**WHAT YOU WILL DO**. Please report how many lines in the following material hold the string "Arhitekte", giving only the number.

*** EXCERPTED RECORDS ***

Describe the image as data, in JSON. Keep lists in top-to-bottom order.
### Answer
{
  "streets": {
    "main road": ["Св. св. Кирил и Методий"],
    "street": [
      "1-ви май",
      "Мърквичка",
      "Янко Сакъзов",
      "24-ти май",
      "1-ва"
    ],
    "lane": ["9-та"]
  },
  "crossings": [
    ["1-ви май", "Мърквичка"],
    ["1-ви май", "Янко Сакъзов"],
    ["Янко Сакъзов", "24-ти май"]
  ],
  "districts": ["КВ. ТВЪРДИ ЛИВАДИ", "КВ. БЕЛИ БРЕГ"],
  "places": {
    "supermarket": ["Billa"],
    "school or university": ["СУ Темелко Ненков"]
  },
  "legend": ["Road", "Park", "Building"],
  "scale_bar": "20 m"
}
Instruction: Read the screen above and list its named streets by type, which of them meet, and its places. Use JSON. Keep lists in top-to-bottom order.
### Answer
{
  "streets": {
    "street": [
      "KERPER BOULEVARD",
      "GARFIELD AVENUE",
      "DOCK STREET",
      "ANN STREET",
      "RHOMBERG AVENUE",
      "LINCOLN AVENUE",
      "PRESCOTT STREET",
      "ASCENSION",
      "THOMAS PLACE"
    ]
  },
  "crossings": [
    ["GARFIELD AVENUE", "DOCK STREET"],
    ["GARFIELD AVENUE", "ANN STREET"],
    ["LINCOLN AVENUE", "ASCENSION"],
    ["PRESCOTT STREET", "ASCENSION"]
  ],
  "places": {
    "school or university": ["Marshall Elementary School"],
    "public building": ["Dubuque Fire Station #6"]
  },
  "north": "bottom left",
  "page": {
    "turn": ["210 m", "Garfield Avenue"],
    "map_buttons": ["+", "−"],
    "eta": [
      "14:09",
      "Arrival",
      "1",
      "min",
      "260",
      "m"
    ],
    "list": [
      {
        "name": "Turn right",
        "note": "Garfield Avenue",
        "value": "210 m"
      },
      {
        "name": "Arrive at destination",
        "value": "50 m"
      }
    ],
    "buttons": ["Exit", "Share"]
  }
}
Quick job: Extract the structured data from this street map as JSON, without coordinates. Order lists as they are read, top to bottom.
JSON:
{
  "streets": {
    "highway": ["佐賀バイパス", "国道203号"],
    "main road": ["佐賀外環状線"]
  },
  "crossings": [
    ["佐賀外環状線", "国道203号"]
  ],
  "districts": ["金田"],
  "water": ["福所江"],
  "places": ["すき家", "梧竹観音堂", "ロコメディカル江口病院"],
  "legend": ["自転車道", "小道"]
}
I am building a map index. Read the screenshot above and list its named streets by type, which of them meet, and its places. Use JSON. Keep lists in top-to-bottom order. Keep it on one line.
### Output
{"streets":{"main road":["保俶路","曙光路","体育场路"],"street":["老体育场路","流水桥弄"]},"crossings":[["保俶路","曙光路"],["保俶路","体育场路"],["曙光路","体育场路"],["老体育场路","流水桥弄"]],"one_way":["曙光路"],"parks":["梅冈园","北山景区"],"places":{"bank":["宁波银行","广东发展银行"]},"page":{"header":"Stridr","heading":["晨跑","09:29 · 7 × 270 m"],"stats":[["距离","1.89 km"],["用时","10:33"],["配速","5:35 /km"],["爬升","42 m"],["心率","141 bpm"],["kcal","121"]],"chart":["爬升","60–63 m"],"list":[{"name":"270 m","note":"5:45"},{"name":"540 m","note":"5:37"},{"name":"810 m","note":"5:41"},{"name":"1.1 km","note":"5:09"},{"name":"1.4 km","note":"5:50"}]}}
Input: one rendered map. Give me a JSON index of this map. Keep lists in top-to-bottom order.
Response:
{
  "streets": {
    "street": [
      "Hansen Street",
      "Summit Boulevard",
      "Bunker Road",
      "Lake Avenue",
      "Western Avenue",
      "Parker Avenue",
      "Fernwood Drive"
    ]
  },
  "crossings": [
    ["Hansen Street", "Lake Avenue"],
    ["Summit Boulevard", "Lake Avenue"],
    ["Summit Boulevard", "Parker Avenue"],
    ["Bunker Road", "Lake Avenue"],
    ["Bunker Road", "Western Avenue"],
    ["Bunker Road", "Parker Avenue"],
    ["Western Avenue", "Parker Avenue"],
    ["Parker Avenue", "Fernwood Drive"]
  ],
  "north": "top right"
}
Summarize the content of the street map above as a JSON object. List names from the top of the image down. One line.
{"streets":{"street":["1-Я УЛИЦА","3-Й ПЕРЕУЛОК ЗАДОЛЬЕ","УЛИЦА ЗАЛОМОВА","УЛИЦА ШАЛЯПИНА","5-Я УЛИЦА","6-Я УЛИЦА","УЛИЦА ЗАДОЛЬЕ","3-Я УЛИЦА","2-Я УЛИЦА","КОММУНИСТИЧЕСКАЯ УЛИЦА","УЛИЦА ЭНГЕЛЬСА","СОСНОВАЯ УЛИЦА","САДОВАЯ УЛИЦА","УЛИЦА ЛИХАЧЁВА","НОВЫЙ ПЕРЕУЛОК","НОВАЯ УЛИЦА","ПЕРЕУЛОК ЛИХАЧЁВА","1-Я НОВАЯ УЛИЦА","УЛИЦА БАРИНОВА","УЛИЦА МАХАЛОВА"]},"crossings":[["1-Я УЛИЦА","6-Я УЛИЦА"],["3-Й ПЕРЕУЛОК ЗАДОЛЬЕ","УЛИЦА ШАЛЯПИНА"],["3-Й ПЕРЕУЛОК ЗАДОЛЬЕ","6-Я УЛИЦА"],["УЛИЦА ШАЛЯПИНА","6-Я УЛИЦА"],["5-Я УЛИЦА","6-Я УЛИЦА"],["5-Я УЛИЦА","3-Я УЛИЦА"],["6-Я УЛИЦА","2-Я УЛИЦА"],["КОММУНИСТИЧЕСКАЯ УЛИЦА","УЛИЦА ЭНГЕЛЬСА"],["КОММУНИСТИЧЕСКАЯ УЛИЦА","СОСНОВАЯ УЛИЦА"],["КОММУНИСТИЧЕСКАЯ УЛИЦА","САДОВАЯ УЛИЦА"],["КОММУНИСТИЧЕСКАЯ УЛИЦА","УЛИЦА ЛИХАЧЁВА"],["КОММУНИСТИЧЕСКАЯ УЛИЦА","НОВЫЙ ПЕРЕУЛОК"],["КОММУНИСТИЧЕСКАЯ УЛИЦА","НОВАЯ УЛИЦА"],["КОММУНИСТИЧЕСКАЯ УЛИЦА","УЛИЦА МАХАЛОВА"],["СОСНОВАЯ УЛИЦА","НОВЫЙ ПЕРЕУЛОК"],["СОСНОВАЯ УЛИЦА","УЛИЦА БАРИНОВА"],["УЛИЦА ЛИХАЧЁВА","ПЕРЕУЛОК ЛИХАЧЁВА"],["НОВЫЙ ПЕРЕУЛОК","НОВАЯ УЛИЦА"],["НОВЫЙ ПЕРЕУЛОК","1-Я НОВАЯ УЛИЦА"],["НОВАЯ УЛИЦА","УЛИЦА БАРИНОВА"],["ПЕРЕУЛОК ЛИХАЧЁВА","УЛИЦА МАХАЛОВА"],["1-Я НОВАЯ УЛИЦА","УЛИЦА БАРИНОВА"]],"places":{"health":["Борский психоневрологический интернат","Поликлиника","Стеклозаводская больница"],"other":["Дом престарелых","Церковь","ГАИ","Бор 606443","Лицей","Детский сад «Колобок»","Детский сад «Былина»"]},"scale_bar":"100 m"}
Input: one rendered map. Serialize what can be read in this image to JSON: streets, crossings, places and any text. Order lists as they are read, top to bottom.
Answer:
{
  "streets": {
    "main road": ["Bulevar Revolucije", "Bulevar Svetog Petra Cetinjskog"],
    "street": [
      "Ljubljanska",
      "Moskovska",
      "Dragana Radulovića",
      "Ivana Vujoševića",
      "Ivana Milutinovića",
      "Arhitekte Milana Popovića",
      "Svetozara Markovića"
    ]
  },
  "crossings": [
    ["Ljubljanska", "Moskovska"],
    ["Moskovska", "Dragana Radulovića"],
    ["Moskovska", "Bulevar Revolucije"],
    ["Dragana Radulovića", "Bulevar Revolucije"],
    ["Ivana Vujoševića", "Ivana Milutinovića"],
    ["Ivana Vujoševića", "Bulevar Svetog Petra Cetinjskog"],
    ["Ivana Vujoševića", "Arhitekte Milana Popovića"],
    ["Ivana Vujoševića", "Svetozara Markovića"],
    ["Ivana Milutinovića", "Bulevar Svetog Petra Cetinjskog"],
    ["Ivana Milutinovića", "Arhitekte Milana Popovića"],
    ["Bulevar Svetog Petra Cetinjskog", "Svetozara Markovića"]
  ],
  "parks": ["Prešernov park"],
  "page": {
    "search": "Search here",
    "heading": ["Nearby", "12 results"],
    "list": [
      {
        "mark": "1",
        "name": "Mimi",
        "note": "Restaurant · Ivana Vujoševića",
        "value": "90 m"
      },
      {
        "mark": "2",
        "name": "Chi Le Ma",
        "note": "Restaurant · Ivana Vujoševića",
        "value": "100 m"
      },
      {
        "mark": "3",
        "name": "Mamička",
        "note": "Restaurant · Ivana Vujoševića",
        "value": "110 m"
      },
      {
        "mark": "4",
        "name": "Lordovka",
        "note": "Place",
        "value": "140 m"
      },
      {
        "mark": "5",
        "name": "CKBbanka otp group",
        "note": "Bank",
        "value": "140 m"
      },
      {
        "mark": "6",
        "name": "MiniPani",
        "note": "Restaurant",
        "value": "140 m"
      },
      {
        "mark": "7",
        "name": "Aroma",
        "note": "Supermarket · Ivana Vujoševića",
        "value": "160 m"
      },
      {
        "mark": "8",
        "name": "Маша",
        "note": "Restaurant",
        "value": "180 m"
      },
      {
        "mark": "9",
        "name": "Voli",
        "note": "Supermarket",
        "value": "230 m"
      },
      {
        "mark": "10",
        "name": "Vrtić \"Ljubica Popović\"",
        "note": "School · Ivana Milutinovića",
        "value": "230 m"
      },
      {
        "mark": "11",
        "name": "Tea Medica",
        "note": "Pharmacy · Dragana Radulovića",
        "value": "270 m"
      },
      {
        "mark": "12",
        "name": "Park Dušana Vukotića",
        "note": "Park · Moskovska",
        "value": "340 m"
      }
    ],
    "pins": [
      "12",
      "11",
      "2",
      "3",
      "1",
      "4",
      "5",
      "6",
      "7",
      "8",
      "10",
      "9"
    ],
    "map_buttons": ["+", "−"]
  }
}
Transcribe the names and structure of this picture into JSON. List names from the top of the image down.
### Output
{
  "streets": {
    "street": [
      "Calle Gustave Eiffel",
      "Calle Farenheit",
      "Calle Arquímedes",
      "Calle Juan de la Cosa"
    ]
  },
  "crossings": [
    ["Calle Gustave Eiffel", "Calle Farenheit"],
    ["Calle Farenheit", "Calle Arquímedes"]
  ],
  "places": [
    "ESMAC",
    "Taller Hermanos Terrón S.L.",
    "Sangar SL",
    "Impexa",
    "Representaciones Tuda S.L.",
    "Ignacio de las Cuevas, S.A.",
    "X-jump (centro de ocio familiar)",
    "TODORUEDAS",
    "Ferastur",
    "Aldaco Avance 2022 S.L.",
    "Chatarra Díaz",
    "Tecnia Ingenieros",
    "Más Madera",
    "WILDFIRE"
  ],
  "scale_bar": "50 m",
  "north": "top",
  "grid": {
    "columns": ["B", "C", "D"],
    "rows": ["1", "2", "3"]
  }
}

***

**OUTPUT**. 3